Mummy Hazelnut Brownies
- 10 minutes
- 10 ingredients
- Update Ingredients
Note: Steps are for original recipe. Actual cooking times may need to be adjusted for updated quantities.
- 1 cup butter
- 4 ounces semisweet chocolate bars, chopped
- 2 cups granulated sugar
- 4 large eggs
- 1 1/2 cups all-purpose flour
- 1/3 cup unsweetened cocoa powder
- 1/2 teaspoon salt
- 3/4 cup Diamond of California chopped hazelnuts
- vanilla buttercream frosting
- candy eyeballs
PRE-STEP: Preheat oven to 350F degrees. Line 9×13 inch baking pan with foil, leaving a 2-inch overhang on two sides; coat the foil with cooking spray. Set aside.

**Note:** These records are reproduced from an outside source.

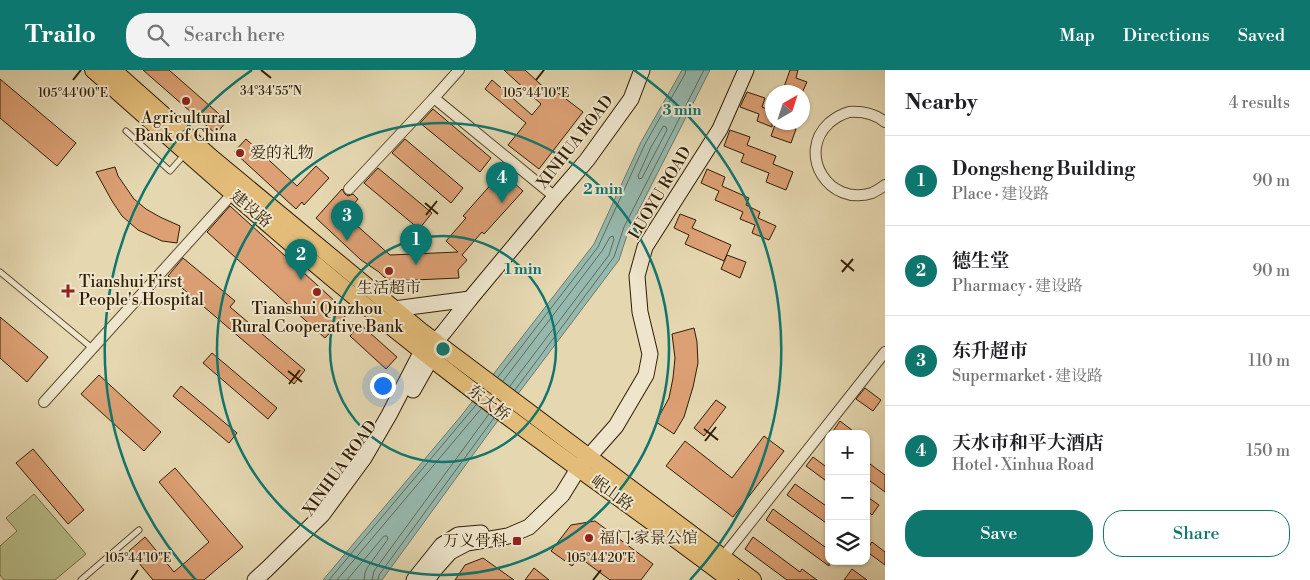 <!DOCTYPE html>
<meta charset="utf-8">
<style>
:root{--surface:#fff;--page:#f2f2f2;--text:#202124;--muted:#757577;--line:#e0e0e0;--accent:#0f766e}
body{margin:0;font-family:"Libre Bodoni","Noto Serif SC",serif;background:var(--page);color:var(--text)}
.controls{position:absolute;right:15px;bottom:15px;display:grid;overflow:hidden;border-radius:10px;box-shadow:0 1px 4px #0004}
.controls button{width:45px;height:45px;display:grid;place-items:center;padding:0;border:0;border-bottom:1px solid var(--line);background:var(--surface);color:var(--text);font:25px sans-serif}
.compass{position:absolute;left:765px;top:15px;width:45px;height:45px;border-radius:50%;background:var(--surface);box-shadow:0 1px 4px #0004;rotate:39deg}
.you{position:absolute;left:382px;top:315px;width:18px;height:18px;margin:-12px;border:4px solid #fff;border-radius:50%;background:#1a73e8;box-shadow:0 0 0 8px #1a73e833}
.badge{display:grid;place-items:center;width:32px;height:32px;border-radius:50%;background:var(--accent);color:#fff;font-size:16px;font-weight:700}
.pin{position:absolute;translate:-50% -41px;filter:drop-shadow(0 1px 2px #0008)}
.pin::after{content:'';position:absolute;top:26px;width:18px;height:15px;background:inherit;clip-path:polygon(0 0,100% 0,50% 100%)}
.list{margin:0;padding:0;list-style:none}
h2{display:flex;justify-content:space-between;align-items:center;height:65px;margin:0;padding:0 20px;font-size:21px}
h2 small{font-size:16px;font-weight:400;color:var(--muted)}
.list li{display:grid;grid-template-columns:32px 1fr auto;gap:15px;align-items:center;box-sizing:border-box;height:90px;padding:0 20px;border-top:1px solid var(--line)}
.list b{display:block;font-size:19px;white-space:nowrap}
.list p{margin:0;font-size:16px;white-space:nowrap;color:var(--muted)}
.list em{font-size:16px;font-style:normal;color:var(--muted)}
.actions{display:flex;gap:10px;padding:15px 20px}
.actions a{flex:1;padding:11px 0;border:1px solid var(--accent);border-radius:20px;text-align:center;font-size:18px;color:var(--accent)}
.actions .main{background:var(--accent);color:#fff}
.icon{flex:none;width:28px;height:28px;fill:none;stroke:currentColor;stroke-width:2;stroke-linecap:round;stroke-linejoin:round}
.map{position:relative;flex:none;width:885px;height:510px;overflow:hidden}
header{display:flex;align-items:center;gap:30px;box-sizing:border-box;height:70px;padding:0 25px;background:var(--accent);color:#fff}
header strong{font-size:24px}
nav{display:flex;gap:28px;margin-inline-start:auto;font-size:18px}
.search{width:350px;height:45px;background:var(--page);display:flex;align-items:center;gap:12px;box-sizing:border-box;padding:0 18px;border-radius:20px;color:var(--muted);font-size:19px}
main{display:flex}
aside{flex:1;background:var(--surface)}
.map>svg:first-child{display:block}
</style>
<header>
<strong>Trailo</strong>
<div class="search"><svg class="icon" aria-label="search" viewBox="0 0 24 24"><circle cx="10" cy="10" r="6"/><path d="M15 15l6 6"/></svg>Search here</div>
<nav><a>Map</a><a>Directions</a><a>Saved</a></nav>
</header>
<main>
<div class="map">
<svg width="885" height="510" viewBox="0 0 885 510">
<rect width="100%" height="100%" fill="#e5d7b0"/>
<filter id="stains"><feTurbulence type="fractalNoise" baseFrequency=".004" numOctaves="4"/><feColorMatrix values="0 0 0 0 .2 0 0 0 0 .09 0 0 0 0 .02 0 0 0 .5 -.17"/></filter>
<radialGradient id="worn" r=".72"><stop offset=".6" stop-color="#630" stop-opacity="0"/><stop offset="1" stop-color="#630" stop-opacity=".3"/></radialGradient>
<!-- green -->
<path fill="#b7be8a" stroke="#746e46" d="M34,424L86,484L55,510H4L0,505V476L17,461L6,448Z"/>
<!-- water -->
<path fill="#96b9af" stroke="#6d7b6a" d="M682,0H710L629,159L619,190L499,349L382,510H323L461,346L594,174L641,72Z"/>
<g fill="none" stroke-linecap="round" stroke-linejoin="round">
<!-- shore -->
<g stroke="#636b58" stroke-width="1">
<path d="M664,56L666,57L667,60L642,108L639,109L638,106L651,77Z"/>
<path d="M498,307L598,177L645,74L685,4L686,0"/>
<path d="M503,311L602,181L610,167L613,166L614,169L609,185L510,316"/>
<path d="M515,320L614,187L624,157L704,0"/>
<path d="M329,510L476,335"/>
<path d="M337,510L481,339"/>
<path d="M347,510L384,466H387L388,469L367,498L365,503L364,510"/>
<path d="M372,510L374,501L489,344"/>
<path d="M378,510L379,505L494,348"/>
</g>
</g>
<!-- building -->
<g fill="#dca074" stroke="#301d02">
<path d="M143,0H169L227,51L216,64Z"/>
<path d="M504,0H525L550,23L553,19L583,42L539,99L508,75L526,53L485,19L492,10L532,45L541,34Z"/>
<path d="M790,0H798L796,8L807,12L802,23L784,17Z"/>
<path d="M0,9L76,73L57,96L0,48Z"/>
<path d="M747,22L765,28L762,37L772,41V57L757,51L759,44L740,37Z"/>
<path d="M433,39L491,88L480,102L420,53Z"/>
<path d="M776,52L796,59L791,73L771,66Z"/>
<path d="M730,60L750,67L747,75L776,86L773,94L793,102L786,120L766,112L769,103L741,92L744,84L724,76Z"/>
<path d="M246,69L297,116L316,96L329,108L304,135L302,132L296,139L234,82Z"/>
<path d="M405,69L463,118L451,133L392,83Z"/>
<path d="M115,97L118,106L134,129L146,139L160,147L180,156L177,173L162,171L138,160L122,146L112,131L96,102Z"/>
<path d="M378,98L432,143L419,159L364,113Z"/>
<path d="M707,99L725,107L722,116L749,128L746,135L760,142L758,148L776,156L769,170L752,163L755,155L740,149L743,142L715,130L719,121L701,113Z"/>
<path d="M502,102L523,121L484,164L482,162L462,185L467,190L458,200L459,208L391,211L384,207L379,202L361,190L316,148L342,119L345,124L348,126L353,124L358,129L345,145L390,185L458,182L446,171L466,148L463,146Z"/>
<path d="M230,136L348,243L325,268L207,162Z"/>
<path d="M680,144L696,150L692,158L731,175L724,191L685,174L689,165L674,158Z"/>
<path d="M727,185L746,192L740,208L721,199Z"/>
<path d="M183,188L235,231L230,237L305,300L294,314L168,206Z"/>
<path d="M0,247L48,287L27,312L0,288Z"/>
<path d="M360,254L397,287L386,299L350,266Z"/>
<path d="M694,258L697,272L698,293L693,317L684,347L674,364L656,352L669,328L673,308L675,288L672,264Z"/>
<path d="M212,283L277,338L268,349L203,293Z"/>
<path d="M99,305L161,362L144,381L81,324Z"/>
<path d="M181,316L237,363L229,373L173,326Z"/>
<path d="M865,318L881,330L873,341L856,329Z"/>
<path d="M716,330L726,337L704,366L694,358Z"/>
<path d="M840,351L857,364H831Z"/>
<path d="M764,366L784,381L733,447L666,396L685,371L732,408Z"/>
<path d="M33,379L84,440L68,454L16,393Z"/>
<path d="M813,387L829,399V413L806,396Z"/>
<path d="M866,391L885,405V422L866,408Z"/>
<path d="M175,398L243,477L204,510H153L129,481L145,467L174,502L209,472L159,412Z"/>
<path d="M795,414L829,438V455L787,425Z"/>
<path d="M866,426L879,435L872,445L866,440Z"/>
<path d="M773,439L829,480V496L766,450Z"/>
<path d="M595,451L653,494L641,510H610L579,487L572,496L551,481L571,455Z"/>
<path d="M753,467L800,502L802,499L817,510H787L745,479Z"/>
<path d="M872,472L885,482V495L866,481Z"/>
<path d="M483,488L514,510H455L465,495Z"/>
<path d="M534,498L549,510H525Z"/>
<path d="M852,499L867,510H844Z"/>
</g>
<g fill="none" stroke-linecap="round" stroke-linejoin="round">
<!-- lane casing -->
<g stroke="#5d4c2e" stroke-width="7">
<g id="lane">
<path d="M126,61L170,101L184,85"/>
<path d="M0,202L92,278"/>
<path d="M81,510L139,460"/>
</g>
</g>
<!-- street casing -->
<g stroke="#5d4c2e" stroke-width="12">
<g id="street">
<path d="M459,0L434,28L555,127"/>
<path d="M885,52C875,44 863,41 849,42C842,44 835,48 829,53C796,84 829,137 872,123C876,121 881,118 885,115"/>
<path d="M349,119L434,28"/>
<path d="M44,332L233,123"/>
<path d="M723,487L885,282"/>
</g>
</g>
<!-- secondary casing -->
<g stroke="#301d02" stroke-width="17">
<g id="secondary">
<path d="M394,239L470,229"/>
<path d="M413,320L431,288L434,276"/>
<path d="M255,510L267,499L322,445L364,388L389,345L422,281L435,272L444,262L470,229L555,127L587,90L631,29L642,0"/>
<path d="M414,510L442,475L458,465L481,463"/>
<path d="M427,510L434,500L450,482L467,473L508,466L529,457L562,425L578,399L616,356L646,305L650,284L640,242L637,206L645,177L720,59L746,0"/>
</g>
</g>
<!-- primary casing -->
<g stroke="#301d02" stroke-width="18">
<g id="primary">
<path d="M93,0C212,106 332,213 459,310C548,379 641,442 730,510"/>
<path d="M113,0L212,88L421,261L753,510"/>
</g>
</g>
<!-- lane -->
<use href="#lane" stroke="#eee5cc" stroke-width="5"/>
<!-- street -->
<use href="#street" stroke="#eee5cc" stroke-width="10"/>
<!-- secondary -->
<use href="#secondary" stroke="#eee5cc" stroke-width="15"/>
<!-- primary -->
<use href="#primary" stroke="#e2bc78" stroke-width="16"/>
</g>
<!-- ticks -->
<path fill="none" stroke="#301d02" stroke-width="2" d="M261,0L271,8M73,10L81,0M536,10L544,0M425,133L438,144M426,145L437,131M841,190L854,201M842,202L853,189M288,301L302,312M289,314L300,300M704,359L718,370M705,371L716,357M131,510L138,500M593,510L601,500"/>
<!-- distance rings -->
<g fill="none" stroke="#0f766e" stroke-width="2.5">
<circle cx="443" cy="279" r="113"/>
<circle cx="443" cy="279" r="226"/>
<path d="M196 510A338 338 0 0 1 252 0M634 0A338 338 0 0 1 690 510"/>
</g>
<!-- markers -->
<g fill="#8f2418" stroke="#eee5cc" stroke-width="2">
<circle cx="186" cy="31" r="5"/>
<circle cx="240" cy="83" r="5"/>
<circle cx="389" cy="201" r="5"/>
<path d="M65.5 213.5h5v5h5v5h-5v5h-5v-5h-5v-5h5z"/>
<circle cx="317" cy="222" r="5"/>
<circle cx="589" cy="468" r="5"/>
<rect x="512" y="466" width="10" height="10" rx="2.5"/>
</g>
<g text-anchor="middle" dominant-baseline="central" stroke-width="4" stroke-linejoin="round" paint-order="stroke">
<!-- poi labels -->
<g font-size="16" fill="#301d02" stroke="#eee5cc">
<text x="186" y="48">Agricultural<tspan x="186" dy="18">Bank of China</tspan></text>
<text x="250" y="83" text-anchor="start">爱的礼物</text>
<text x="79" y="212" text-anchor="start">Tianshui First<tspan x="79" dy="18">People's Hospital</tspan></text>
<text x="389" y="218">生活超市</text>
<text x="317" y="239">Tianshui Qinzhou<tspan x="317" dy="18">Rural Cooperative Bank</tspan></text>
<text x="599" y="468" text-anchor="start">福门·家景公馆</text>
<text x="507" y="471" text-anchor="end">万义骨科</text>
</g>
<!-- street labels -->
<g font-size="16" fill="#301d02" stroke="#eee5cc">
<text transform="translate(575 72) rotate(-52)">XINHUA ROAD</text>
<text transform="translate(660 123) rotate(-59)">LUOYU ROAD</text>
<text transform="translate(251 139) rotate(40)">建设路</text>
<text transform="translate(489 333) rotate(37)">东大桥</text>
<text transform="translate(340 398) rotate(-54)">XINHUA ROAD</text>
<text transform="translate(612 423) rotate(36)">岷山路</text>
</g>
</g>
<g font-size="12" text-anchor="middle" fill="#301d02" stroke="#eee5cc" stroke-width="4" stroke-linejoin="round" paint-order="stroke">
<text x="271" y="25">34°34'55"N</text>
<text x="536" y="27">105°44'10"E</text>
<text x="73" y="27">105°44'00"E</text>
<text x="138" y="492">105°44'10"E</text>
<text x="601" y="492">105°44'20"E</text>
</g>
<circle cx="443" cy="279" r="8" fill="#0f766e" stroke="#eee5cc" stroke-width="2.5"/>
<g font-size="15" text-anchor="middle" font-weight="bold" fill="#0f766e" stroke="#eee5cc" stroke-width="4" stroke-linejoin="round" paint-order="stroke">
<text x="682" y="45">3 min</text>
<text x="603" y="124">2 min</text>
<text x="523" y="204">1 min</text>
</g>
<rect width="100%" height="100%" filter="url(#stains)"/>
<rect width="100%" height="100%" fill="url(#worn)"/>
</svg>
<div class="controls">
<button>+</button>
<button>−</button>
<button><svg class="icon" aria-label="layers" viewBox="0 0 24 24"><path d="M12 4l9 5-9 5-9-5zM3 14l9 5 9-5"/></svg></button>
</div>
<svg class="compass" viewBox="-18 -18 36 36"><path d="M0-13l5 13h-10z" fill="#e53935"/><path d="M0 13l5-13h-10z" fill="#757577"/></svg>
<div class="you"></div>
<div class="pin badge" style="left:416px;top:195px">1</div>
<div class="pin badge" style="left:301px;top:210px">2</div>
<div class="pin badge" style="left:347px;top:171px">3</div>
<div class="pin badge" style="left:502px;top:133px">4</div>
</div>
<aside>
<h2>Nearby<small>4 results</small></h2>
<ul class="list">
<li><span class="badge">1</span><div><b>Dongsheng Building</b><p>Place · 建设路</p></div><em>90 m</em></li>
<li><span class="badge">2</span><div><b>德生堂</b><p>Pharmacy · 建设路</p></div><em>90 m</em></li>
<li><span class="badge">3</span><div><b>东升超市</b><p>Supermarket · 建设路</p></div><em>110 m</em></li>
<li><span class="badge">4</span><div><b>天水市和平大酒店</b><p>Hotel · Xinhua Road</p></div><em>150 m</em></li>
</ul>
<div class="actions"><a class="main">Save</a><a>Share</a></div>
</aside>
</main>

STEP 1: In a medium bowl, melt butter and chopped semisweet chocolate together. Let cool slightly.
STEP 2: Stir in sugar and eggs.
STEP 3: Whisk in flour, cocoa powder, and salt.
STEP 4: Stir in chopped hazelnuts.
STEP 5: Pour brownie batter into prepared pan. Bake for 30-35 minutes or until a toothpick inserted into the center comes out clean. Let cool completely before cutting into squares and frosting.
MAKE MUMMY FROSTING PATTERN:
STEP 6: Cut cooled brownies into squares. See step-by-step photos above to learn how to frost each brownie with a mummy pattern.
NOTES: Store leftover brownies in an airtight container in the refrigerator for up to 1 week.